The Seventeenth Sunday of Ordinary Time

1 Timothy 3:2

Qualifications for Overseers

Not just anybody can be pastor.  It is not a job for which a church advertises and then takes applications from anyone who might be seeking a job.  Moreover, Paul does not seek first to list the gifts such a man should have, other than being “able to teach” and “manage his own household” implying that if he will be a pastor he shall have to manage a church.  But even so, it is the man’s character that takes precedence; in other words, we must have godly men to be overseers of God’s churches.  Next to this, being a great speaker, a gifted manager, even a compassionate man, will not be enough.

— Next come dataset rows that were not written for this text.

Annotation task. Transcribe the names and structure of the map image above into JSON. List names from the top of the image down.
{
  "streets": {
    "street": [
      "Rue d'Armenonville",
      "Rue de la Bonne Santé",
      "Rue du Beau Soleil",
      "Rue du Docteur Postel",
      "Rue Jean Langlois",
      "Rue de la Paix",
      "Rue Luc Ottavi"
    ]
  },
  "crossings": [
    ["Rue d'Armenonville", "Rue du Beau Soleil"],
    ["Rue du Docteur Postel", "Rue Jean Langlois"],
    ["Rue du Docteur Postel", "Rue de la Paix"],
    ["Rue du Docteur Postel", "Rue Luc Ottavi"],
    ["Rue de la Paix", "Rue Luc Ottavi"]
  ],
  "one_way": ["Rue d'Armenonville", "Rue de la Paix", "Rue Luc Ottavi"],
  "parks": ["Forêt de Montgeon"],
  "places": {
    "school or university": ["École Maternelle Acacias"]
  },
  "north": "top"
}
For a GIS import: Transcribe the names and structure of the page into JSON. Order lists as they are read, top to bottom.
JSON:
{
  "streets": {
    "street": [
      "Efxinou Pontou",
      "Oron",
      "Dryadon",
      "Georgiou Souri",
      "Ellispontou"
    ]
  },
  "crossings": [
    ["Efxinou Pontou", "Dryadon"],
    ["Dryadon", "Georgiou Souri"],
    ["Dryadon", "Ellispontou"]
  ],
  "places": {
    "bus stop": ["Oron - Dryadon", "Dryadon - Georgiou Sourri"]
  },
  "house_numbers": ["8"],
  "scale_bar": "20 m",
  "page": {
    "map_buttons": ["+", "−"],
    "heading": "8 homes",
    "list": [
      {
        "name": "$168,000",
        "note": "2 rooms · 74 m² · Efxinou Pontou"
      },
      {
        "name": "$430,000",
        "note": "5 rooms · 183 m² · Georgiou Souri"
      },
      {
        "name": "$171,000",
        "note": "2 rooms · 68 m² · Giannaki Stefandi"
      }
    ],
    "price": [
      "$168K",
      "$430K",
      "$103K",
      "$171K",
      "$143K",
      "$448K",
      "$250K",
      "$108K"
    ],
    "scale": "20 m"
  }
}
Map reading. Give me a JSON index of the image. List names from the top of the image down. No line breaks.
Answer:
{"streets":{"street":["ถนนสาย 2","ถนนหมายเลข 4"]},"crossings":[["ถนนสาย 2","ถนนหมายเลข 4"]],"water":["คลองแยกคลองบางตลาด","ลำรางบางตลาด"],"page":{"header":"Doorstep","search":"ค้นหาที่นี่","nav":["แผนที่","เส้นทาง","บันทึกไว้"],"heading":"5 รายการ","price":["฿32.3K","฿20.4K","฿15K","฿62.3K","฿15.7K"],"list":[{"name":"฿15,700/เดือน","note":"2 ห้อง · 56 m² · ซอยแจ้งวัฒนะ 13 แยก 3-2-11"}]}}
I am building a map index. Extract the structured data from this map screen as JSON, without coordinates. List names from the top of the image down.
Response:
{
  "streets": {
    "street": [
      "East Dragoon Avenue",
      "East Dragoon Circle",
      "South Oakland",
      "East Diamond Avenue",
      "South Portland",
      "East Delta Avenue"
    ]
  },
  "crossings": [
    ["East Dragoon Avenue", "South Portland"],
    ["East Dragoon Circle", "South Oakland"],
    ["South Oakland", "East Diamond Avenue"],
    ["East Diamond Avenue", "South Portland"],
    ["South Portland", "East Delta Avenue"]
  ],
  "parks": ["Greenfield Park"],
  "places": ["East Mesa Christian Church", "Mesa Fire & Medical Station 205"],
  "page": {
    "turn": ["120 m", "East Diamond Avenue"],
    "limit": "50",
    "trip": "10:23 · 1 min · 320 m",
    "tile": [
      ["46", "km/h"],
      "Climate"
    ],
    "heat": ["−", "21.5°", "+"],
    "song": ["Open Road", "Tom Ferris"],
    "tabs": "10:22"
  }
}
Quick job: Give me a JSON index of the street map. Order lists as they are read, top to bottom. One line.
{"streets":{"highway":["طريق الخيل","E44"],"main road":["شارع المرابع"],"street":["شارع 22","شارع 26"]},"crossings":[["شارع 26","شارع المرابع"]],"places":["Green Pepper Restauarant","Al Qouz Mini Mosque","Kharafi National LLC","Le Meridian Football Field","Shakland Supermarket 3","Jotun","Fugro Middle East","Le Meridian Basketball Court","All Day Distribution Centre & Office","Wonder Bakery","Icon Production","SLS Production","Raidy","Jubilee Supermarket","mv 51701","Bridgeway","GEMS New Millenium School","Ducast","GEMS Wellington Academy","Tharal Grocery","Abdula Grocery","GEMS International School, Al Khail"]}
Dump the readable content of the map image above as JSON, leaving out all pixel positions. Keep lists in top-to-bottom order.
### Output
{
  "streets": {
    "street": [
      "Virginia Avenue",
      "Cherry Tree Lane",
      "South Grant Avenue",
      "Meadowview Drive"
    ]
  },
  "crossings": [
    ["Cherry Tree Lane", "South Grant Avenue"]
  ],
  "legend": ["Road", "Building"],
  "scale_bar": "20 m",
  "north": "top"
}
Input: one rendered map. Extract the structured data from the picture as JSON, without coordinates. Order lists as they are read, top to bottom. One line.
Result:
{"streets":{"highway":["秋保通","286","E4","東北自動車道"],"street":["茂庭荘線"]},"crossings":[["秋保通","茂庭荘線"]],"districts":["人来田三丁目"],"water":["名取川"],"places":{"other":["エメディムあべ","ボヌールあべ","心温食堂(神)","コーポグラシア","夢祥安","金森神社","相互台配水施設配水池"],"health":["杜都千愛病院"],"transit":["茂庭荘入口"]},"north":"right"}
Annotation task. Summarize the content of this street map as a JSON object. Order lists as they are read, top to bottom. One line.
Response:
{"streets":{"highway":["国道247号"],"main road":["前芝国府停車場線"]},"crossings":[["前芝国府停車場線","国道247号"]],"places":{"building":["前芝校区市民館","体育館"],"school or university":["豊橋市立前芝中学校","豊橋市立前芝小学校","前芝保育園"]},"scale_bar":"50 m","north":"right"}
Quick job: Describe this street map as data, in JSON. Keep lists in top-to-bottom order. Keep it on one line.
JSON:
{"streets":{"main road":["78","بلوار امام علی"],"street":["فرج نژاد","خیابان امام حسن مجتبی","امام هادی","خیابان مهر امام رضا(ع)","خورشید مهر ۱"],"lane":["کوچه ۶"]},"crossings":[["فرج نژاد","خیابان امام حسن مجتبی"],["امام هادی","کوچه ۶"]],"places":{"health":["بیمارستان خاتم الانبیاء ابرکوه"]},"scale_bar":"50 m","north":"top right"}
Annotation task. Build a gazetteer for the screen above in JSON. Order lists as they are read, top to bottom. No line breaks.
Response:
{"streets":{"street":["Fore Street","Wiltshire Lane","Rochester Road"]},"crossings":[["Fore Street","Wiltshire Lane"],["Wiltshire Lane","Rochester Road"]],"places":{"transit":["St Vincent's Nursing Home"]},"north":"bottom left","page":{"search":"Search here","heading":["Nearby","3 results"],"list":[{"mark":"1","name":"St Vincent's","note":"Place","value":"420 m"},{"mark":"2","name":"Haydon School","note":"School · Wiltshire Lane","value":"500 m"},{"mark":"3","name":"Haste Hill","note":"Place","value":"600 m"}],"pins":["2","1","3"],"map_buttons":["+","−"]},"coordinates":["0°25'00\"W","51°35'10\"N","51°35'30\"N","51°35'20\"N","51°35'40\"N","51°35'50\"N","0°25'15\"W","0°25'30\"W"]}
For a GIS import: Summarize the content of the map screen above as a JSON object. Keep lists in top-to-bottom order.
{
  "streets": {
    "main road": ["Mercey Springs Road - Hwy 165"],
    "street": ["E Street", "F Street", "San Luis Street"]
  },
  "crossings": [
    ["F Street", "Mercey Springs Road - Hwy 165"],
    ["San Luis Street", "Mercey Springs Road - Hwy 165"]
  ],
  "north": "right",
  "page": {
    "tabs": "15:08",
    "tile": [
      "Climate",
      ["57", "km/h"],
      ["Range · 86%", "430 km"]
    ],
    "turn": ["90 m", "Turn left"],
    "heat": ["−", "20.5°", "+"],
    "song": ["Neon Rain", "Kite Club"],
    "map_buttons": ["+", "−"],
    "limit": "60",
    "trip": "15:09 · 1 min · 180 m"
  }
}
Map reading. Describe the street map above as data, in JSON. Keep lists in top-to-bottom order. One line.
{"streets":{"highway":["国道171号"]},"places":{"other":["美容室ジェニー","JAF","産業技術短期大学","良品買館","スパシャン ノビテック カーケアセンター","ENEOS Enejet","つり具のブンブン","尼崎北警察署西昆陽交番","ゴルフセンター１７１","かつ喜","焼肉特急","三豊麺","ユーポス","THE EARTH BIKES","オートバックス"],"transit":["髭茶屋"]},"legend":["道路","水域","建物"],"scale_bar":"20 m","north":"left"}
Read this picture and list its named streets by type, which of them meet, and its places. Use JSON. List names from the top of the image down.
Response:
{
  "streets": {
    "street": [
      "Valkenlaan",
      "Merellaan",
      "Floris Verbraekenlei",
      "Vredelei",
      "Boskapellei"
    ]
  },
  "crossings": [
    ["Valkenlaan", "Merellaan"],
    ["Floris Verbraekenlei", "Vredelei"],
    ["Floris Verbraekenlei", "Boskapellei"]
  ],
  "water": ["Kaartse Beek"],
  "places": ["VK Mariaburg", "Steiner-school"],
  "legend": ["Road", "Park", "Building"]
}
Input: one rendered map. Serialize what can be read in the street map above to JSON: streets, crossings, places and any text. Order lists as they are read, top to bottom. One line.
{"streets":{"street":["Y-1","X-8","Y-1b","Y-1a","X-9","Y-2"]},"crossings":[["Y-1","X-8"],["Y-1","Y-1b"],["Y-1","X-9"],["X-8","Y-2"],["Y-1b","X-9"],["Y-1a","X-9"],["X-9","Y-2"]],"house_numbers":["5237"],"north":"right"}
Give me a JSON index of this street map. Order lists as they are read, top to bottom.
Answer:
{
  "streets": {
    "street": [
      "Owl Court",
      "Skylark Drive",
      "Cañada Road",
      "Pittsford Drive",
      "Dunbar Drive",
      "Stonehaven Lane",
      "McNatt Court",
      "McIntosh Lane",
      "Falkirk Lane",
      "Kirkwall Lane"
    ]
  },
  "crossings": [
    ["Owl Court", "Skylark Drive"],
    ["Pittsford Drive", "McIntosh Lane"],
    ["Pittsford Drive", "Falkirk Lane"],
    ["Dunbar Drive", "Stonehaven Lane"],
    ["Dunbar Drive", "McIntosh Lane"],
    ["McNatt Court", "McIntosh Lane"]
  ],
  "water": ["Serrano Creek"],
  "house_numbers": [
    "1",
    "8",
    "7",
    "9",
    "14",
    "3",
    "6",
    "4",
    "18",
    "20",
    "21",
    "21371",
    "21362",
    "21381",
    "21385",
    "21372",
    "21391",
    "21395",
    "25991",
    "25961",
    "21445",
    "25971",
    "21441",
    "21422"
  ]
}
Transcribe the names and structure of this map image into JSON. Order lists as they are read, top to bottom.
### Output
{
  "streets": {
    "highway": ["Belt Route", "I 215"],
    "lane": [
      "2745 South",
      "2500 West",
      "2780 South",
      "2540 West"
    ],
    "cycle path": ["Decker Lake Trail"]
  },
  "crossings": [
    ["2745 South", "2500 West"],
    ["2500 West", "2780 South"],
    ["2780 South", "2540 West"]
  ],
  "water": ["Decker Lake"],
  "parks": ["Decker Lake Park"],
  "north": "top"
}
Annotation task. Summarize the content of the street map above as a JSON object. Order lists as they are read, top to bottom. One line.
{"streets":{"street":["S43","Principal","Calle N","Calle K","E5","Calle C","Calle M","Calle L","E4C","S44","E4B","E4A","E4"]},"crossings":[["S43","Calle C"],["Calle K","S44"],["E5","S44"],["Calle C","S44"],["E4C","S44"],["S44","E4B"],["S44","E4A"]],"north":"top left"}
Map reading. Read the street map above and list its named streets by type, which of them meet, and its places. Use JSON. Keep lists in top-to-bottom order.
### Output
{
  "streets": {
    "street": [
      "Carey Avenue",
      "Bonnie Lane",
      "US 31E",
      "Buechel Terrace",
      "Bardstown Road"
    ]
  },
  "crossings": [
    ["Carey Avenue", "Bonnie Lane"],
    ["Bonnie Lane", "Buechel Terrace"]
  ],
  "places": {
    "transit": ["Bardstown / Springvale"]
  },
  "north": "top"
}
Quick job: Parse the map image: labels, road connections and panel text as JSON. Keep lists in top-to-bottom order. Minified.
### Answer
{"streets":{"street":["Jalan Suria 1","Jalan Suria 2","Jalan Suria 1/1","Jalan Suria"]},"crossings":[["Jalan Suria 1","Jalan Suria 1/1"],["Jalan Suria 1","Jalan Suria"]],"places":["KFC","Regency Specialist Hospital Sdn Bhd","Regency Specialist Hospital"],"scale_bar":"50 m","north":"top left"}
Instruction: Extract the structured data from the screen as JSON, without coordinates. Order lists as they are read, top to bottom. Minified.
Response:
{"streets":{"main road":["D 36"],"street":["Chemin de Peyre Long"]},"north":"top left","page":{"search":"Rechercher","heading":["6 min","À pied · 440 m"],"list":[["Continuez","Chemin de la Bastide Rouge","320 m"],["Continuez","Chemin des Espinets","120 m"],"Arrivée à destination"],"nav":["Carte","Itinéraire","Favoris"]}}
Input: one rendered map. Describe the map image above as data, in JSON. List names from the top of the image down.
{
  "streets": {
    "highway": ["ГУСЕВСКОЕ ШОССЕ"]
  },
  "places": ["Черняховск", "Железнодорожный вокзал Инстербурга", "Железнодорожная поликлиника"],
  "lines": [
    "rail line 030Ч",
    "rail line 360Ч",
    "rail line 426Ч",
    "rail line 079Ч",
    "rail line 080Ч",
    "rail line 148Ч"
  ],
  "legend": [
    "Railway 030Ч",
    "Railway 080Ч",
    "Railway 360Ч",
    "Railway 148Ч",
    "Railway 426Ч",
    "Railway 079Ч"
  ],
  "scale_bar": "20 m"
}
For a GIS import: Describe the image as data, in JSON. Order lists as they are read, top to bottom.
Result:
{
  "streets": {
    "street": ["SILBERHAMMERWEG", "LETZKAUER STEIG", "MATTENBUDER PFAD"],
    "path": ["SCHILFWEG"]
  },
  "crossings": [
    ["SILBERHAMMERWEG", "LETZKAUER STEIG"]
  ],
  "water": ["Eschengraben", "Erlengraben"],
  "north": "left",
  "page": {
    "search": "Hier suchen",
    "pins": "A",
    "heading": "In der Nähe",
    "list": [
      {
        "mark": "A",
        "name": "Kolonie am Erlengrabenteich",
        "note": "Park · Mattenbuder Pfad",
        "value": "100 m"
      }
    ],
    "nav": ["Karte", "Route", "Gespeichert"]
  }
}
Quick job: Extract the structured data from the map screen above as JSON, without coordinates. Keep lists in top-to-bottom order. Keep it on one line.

So what are those qualifications the Apostle lists?  He begins by saying that he must be “above reproach.”  Paul mentions this one first because the rest of the list seems to branch out from it.  “Above reproach” speaks to having such a reputation and character that the church is not dragged down by the pastor’s faults thereby losing credibility as a result.  Saint Chrysostom said, “Every virtue is implied in this word” (William Mounce, Word Biblical Commentary, 169).  From this point, Paul writes that the bishop must be “the husband of one wife.”  (This does not exclude men who have been widowed, just as we would not assume this passage teaches that every elder be married with a family, as such a qualification would rule out Paul himself.)  This qualification speaks to marital fidelity which was something rare in the ancient world and becoming ever so in ours.  “Sober-minded” speaks to the serious demeanor required for pastors.  I do not say that pastors should never laugh, but I do say that theirs is a task in which the eternal destiny of souls is at stake.  It is the highest of all callings and requires a man who understands that the God He serves will one day call him to account for the service he rendered while in that most holy office.  “Self-controlled” speaks to the pastor’s personal and public habits.  Is he a slave to his desires?  Must he have what he wants when he wants it regarding food, drink, or entertainment?  Must he have his own way?  Can others disagree with him?  Must he be stroked and gratified?  Self-control speaks to spiritual maturity as much as anything else.  “Respectable” speaks to being dignified in our outward bearing.  I notice that people demand respect today but are rarely respectable people themselves.  No wonder.  The word has fallen under suspicion by some as the act of putting on airs or abiding pretense.  So pastors now wear shorts and t-shirts into the pulpit.  Of course, the heart matters, but respect indicates that our hearts care for the feelings of others.  It’s why we open the door for others.  Paul nowhere says pastors must be likeable, but they must command respect by their manner of life.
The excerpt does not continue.